[WHAT TO DO] Every line below from the one containing "g.fillText(text, 0, 0);" through the one containing "M43,532l8,24 -30,10 -8,-24z" must be transcribed exactly. Omit all lines outside that stretch.

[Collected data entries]
= = = = = = =
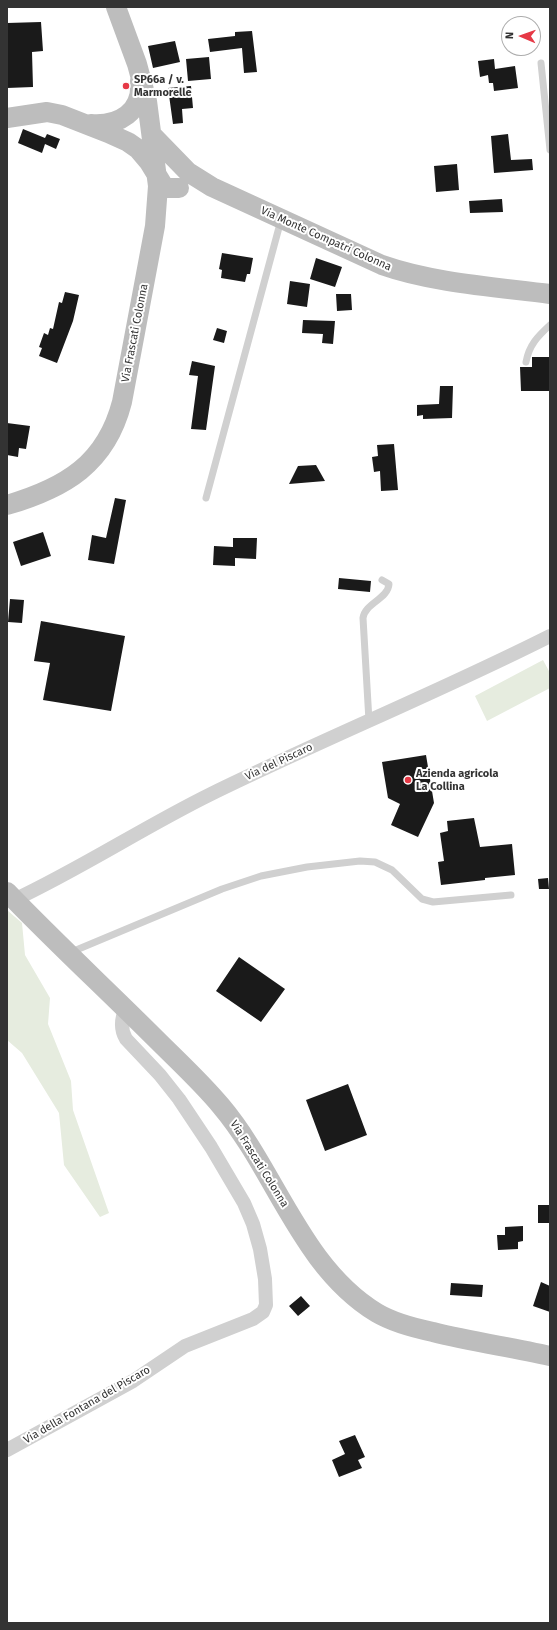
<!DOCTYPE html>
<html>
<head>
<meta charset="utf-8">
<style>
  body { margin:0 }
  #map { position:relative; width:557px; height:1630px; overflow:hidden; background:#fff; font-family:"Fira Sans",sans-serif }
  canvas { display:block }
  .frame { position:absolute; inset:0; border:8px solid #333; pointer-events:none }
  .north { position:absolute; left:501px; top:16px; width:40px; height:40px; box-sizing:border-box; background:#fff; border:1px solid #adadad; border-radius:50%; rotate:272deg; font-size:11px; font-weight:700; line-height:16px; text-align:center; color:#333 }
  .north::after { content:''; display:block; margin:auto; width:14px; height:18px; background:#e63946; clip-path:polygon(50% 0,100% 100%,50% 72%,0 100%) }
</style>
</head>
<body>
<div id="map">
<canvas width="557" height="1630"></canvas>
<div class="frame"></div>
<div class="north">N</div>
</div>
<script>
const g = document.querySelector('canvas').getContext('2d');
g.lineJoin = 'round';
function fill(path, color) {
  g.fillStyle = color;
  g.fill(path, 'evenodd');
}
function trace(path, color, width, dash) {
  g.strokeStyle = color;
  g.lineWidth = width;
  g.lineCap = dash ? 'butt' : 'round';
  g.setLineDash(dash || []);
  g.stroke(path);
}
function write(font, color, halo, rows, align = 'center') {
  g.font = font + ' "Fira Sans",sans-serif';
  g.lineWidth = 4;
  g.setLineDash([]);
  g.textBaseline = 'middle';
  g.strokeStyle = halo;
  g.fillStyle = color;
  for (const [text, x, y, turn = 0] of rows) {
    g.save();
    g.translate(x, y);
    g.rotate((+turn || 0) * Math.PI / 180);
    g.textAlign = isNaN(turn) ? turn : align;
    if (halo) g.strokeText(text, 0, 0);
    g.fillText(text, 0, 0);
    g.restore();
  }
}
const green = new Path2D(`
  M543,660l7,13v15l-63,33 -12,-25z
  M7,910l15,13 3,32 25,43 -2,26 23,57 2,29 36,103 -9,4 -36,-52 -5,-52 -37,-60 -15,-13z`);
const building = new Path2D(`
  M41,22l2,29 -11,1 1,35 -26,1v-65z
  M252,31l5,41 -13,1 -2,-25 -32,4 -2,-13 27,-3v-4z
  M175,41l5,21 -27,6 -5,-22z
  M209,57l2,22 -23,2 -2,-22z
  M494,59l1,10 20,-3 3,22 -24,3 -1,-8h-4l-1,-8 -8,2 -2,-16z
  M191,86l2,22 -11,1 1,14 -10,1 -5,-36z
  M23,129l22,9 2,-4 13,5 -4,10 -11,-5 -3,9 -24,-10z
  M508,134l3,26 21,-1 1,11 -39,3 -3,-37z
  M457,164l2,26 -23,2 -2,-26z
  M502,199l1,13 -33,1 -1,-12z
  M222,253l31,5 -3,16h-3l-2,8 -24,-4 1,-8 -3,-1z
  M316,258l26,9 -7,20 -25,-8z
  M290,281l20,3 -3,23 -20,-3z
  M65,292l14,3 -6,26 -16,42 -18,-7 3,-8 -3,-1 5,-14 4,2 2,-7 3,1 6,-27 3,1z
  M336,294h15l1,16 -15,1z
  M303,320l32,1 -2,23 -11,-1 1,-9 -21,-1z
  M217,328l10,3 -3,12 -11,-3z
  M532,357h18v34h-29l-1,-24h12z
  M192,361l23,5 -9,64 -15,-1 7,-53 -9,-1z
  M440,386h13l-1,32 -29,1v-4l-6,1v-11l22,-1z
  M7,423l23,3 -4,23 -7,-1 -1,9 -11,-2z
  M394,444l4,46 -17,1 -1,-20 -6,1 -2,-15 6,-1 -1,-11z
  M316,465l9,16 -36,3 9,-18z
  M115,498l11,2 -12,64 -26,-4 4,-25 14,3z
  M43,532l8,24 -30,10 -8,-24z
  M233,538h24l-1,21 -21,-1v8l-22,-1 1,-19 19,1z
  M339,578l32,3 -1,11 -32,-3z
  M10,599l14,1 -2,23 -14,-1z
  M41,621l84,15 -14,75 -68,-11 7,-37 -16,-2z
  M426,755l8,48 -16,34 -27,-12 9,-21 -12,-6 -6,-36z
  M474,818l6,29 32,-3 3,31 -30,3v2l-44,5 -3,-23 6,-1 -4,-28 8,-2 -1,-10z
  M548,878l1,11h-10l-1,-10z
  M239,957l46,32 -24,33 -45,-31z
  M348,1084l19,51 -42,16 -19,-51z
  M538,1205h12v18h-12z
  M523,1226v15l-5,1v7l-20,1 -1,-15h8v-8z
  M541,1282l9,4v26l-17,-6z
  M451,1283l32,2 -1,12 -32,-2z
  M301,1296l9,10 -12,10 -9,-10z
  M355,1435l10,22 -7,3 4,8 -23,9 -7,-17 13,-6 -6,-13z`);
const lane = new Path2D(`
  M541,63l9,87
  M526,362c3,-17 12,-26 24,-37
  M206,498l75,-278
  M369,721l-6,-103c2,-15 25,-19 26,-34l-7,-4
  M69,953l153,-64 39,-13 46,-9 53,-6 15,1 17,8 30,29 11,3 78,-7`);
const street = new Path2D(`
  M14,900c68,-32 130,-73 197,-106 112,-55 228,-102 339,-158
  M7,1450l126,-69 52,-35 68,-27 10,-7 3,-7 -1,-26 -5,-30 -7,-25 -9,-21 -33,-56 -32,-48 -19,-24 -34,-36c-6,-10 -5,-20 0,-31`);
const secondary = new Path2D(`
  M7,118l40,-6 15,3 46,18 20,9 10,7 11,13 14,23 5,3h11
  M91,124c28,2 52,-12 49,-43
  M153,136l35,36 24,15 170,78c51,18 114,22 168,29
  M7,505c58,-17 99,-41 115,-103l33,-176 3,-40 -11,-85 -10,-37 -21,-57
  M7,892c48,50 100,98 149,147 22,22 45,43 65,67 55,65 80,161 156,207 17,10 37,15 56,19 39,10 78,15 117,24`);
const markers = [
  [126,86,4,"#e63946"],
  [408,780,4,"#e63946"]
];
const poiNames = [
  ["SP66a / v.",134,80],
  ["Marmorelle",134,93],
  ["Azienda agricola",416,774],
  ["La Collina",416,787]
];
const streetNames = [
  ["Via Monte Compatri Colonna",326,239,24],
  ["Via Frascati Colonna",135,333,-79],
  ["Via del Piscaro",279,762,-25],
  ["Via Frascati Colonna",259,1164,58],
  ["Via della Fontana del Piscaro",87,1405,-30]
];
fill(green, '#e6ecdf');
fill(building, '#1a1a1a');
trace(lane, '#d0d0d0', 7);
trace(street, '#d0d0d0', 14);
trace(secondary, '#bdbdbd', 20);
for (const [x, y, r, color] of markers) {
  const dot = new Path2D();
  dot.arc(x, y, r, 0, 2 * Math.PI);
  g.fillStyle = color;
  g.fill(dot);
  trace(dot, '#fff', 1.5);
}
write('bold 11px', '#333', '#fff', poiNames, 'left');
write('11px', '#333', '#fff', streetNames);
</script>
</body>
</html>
= = = = = = =
[YOUR SOLUTION]
    g.fillText(text, 0, 0);
    g.restore();
  }
}
const green = new Path2D(`
  M543,660l7,13v15l-63,33 -12,-25z
  M7,910l15,13 3,32 25,43 -2,26 23,57 2,29 36,103 -9,4 -36,-52 -5,-52 -37,-60 -15,-13z`);
const building = new Path2D(`
  M41,22l2,29 -11,1 1,35 -26,1v-65z
  M252,31l5,41 -13,1 -2,-25 -32,4 -2,-13 27,-3v-4z
  M175,41l5,21 -27,6 -5,-22z
  M209,57l2,22 -23,2 -2,-22z
  M494,59l1,10 20,-3 3,22 -24,3 -1,-8h-4l-1,-8 -8,2 -2,-16z
  M191,86l2,22 -11,1 1,14 -10,1 -5,-36z
  M23,129l22,9 2,-4 13,5 -4,10 -11,-5 -3,9 -24,-10z
  M508,134l3,26 21,-1 1,11 -39,3 -3,-37z
  M457,164l2,26 -23,2 -2,-26z
  M502,199l1,13 -33,1 -1,-12z
  M222,253l31,5 -3,16h-3l-2,8 -24,-4 1,-8 -3,-1z
  M316,258l26,9 -7,20 -25,-8z
  M290,281l20,3 -3,23 -20,-3z
  M65,292l14,3 -6,26 -16,42 -18,-7 3,-8 -3,-1 5,-14 4,2 2,-7 3,1 6,-27 3,1z
  M336,294h15l1,16 -15,1z
  M303,320l32,1 -2,23 -11,-1 1,-9 -21,-1z
  M217,328l10,3 -3,12 -11,-3z
  M532,357h18v34h-29l-1,-24h12z
  M192,361l23,5 -9,64 -15,-1 7,-53 -9,-1z
  M440,386h13l-1,32 -29,1v-4l-6,1v-11l22,-1z
  M7,423l23,3 -4,23 -7,-1 -1,9 -11,-2z
  M394,444l4,46 -17,1 -1,-20 -6,1 -2,-15 6,-1 -1,-11z
  M316,465l9,16 -36,3 9,-18z
  M115,498l11,2 -12,64 -26,-4 4,-25 14,3z
  M43,532l8,24 -30,10 -8,-24z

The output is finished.